Badauni also praises Shaikh Alai’s piety, his indifference to worldliness and goes on to reproduce with much gusto and glee the denunciation of Makhdum ul Mulk Abdullah Sultanpuri by Sh. Alai at Islam Shah’s court. He puts the following words in Sh. Alai’s mouth in his vol I:
“You are one of the learned men of the world, a thief of religion, and you are engaged in so many illegal practices that you have put yourself outside the pale of equity so that even to this time the sound of pipe (nafiri: music) and tambur may be plainly heard issueing from your house, and in accordance with the true traditions of the Prophet, Upon Whom Be Peace and Blessing, a fly which settles upon filth is by degrees better than learned men who have made kings and emperors the object of their ambition and go from door to door.
Verse: Learning which exists for the sake of palace & garden
Is like a lamp to the loving thief.
This point is important from two angles: Badauni is not that sort of an orthodox as is generally conceived. He is espousing the cause of an Islamic sect regarded as heretic by majority ulema. This also helps us to see as to what was the source which influenced him in forming a very hotile and critical view of the contemporary ulema reflected in vol II where he says for the decline of Islam during his time, hypocrisy of orthodox ulema was as much responsible as the heretical views of Akbar and his advisors. In vol III he denounces ulema for the persecution of Mahdavis and writes about all types of discrepancies of the ulema.
It is much propagated that Badauni was a very intolerant person. At the same time, it is significant that when it comes to relating the role of Kachhwahas – Bhar Mal, Man Singh etc, he never uses that kind of hostile language which he employs for other nobles. He never uses an obscene language towards them.
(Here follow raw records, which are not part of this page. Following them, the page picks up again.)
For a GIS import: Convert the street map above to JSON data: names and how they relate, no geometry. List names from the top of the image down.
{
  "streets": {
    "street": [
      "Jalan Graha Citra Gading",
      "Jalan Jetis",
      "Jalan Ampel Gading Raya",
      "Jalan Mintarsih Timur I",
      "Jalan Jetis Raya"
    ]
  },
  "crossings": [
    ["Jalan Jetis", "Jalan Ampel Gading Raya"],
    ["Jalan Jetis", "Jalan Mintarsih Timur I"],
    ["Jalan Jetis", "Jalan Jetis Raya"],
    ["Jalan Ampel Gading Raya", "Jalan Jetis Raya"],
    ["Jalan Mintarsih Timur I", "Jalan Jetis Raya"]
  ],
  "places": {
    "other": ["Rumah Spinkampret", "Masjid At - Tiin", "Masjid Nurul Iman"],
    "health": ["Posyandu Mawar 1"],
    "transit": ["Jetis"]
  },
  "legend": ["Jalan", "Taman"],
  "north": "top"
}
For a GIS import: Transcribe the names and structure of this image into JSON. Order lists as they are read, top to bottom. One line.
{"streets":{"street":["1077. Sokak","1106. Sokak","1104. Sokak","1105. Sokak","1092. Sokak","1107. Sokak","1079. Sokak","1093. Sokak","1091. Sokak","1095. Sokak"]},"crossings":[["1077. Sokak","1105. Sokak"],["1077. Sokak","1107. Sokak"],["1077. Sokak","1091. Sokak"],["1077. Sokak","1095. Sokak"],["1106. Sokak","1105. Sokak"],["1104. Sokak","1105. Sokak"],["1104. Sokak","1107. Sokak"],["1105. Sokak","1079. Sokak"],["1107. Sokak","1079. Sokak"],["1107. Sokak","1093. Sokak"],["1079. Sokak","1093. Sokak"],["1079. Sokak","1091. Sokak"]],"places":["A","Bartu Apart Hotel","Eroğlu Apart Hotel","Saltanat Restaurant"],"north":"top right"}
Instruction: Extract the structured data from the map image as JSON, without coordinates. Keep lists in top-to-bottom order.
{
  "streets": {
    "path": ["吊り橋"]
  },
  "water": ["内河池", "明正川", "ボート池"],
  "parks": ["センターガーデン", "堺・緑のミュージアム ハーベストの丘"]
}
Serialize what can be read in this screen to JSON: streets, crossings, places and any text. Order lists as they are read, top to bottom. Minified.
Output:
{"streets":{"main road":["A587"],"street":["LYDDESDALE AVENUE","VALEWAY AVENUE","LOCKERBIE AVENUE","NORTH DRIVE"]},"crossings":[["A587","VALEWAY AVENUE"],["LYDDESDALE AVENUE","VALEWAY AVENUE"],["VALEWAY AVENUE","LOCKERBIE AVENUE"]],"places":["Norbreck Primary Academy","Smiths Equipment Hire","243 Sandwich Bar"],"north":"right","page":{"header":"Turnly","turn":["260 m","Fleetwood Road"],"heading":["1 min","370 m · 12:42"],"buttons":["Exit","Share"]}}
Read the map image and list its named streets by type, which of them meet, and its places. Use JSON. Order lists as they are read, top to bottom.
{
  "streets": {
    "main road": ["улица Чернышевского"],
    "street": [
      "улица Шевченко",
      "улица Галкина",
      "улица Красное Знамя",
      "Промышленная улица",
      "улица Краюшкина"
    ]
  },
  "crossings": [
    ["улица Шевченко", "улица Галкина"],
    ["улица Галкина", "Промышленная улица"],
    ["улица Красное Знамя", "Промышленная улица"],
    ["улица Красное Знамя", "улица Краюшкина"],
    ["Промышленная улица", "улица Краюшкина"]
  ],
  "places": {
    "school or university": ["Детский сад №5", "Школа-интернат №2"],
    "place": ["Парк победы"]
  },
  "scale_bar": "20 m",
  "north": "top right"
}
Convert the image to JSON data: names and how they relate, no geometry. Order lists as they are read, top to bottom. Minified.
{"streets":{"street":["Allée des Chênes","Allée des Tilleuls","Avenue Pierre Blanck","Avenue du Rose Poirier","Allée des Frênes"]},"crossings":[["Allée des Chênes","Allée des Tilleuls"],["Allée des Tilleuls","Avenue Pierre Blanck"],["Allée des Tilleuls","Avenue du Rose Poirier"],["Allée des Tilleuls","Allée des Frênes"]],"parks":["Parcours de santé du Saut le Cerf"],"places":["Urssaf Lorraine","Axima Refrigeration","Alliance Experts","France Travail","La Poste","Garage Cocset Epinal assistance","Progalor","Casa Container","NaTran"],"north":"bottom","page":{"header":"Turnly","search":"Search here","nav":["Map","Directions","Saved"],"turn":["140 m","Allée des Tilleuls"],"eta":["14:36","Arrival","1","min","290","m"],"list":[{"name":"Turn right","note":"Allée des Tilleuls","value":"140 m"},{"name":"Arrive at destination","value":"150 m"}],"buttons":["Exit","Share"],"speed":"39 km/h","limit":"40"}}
He also goes out of his way in condoning many of Akbar’s actions giving concessions to non-Muslims, especially those in which these actions and concessions are meted out to the Kachhwahas.
In 1576, when Man Singh was appointed as the commander of the expedition which was proceeding against Rana Pratap, Badauni decided to join it to fulfil obligations of jihad. Before he set out for Ajmer, one friend raised a question: ‘If you are really going from a purely religious angle, then how can you justify fighting under the command of a Hindu?’ Badauni was puzzled. Then he said that he had been appointed by a Muslim king, so it would remain a jihad! Shoot whatever side you want, all are non-Muslims.
Regarding Salim’s marriage to the daughter of Bhagwandas, he reports that the marriage ceremony was solemnised twice, first through Muslim, and then the Hindu rites: but he never makes any adverse comment, which is significant. Reason lies in the fact that Badauni had great respect for both Bhagwandas and Man Singh due to the fact that they refused to compromise their religion and accept the new creed that Akbar was trying to project. This is borne out by the approving manner in which he quotes two conversations, one between Akbar and Bhagwandas, and the other between Akbar and Man Singh.
When Akbar proposed to Bhagwandas to enrol as a member of Tauhid-i Ilahi, Badauni reports that Bhagwandas retorted:
‘I would willingly believe that Hindus and Muslims each have a bad religion. But only tell us what this new sect is and what opinion they (its members) hold, so that I may believe!’
Badauni then goes on to add: ‘His Majesty reflected a little and ceased to urge the raja!’
According to Badauni, the real culprits were those who sided with Akbar’s new religion based on principles of Sulh-i Kul, who were compromising their religion.
From this it is clear, his grouse was against those who thus compromised their faith and became a threat for the existence of Islam in India. He appreciated any one who was not impressed by the principles of the new belief.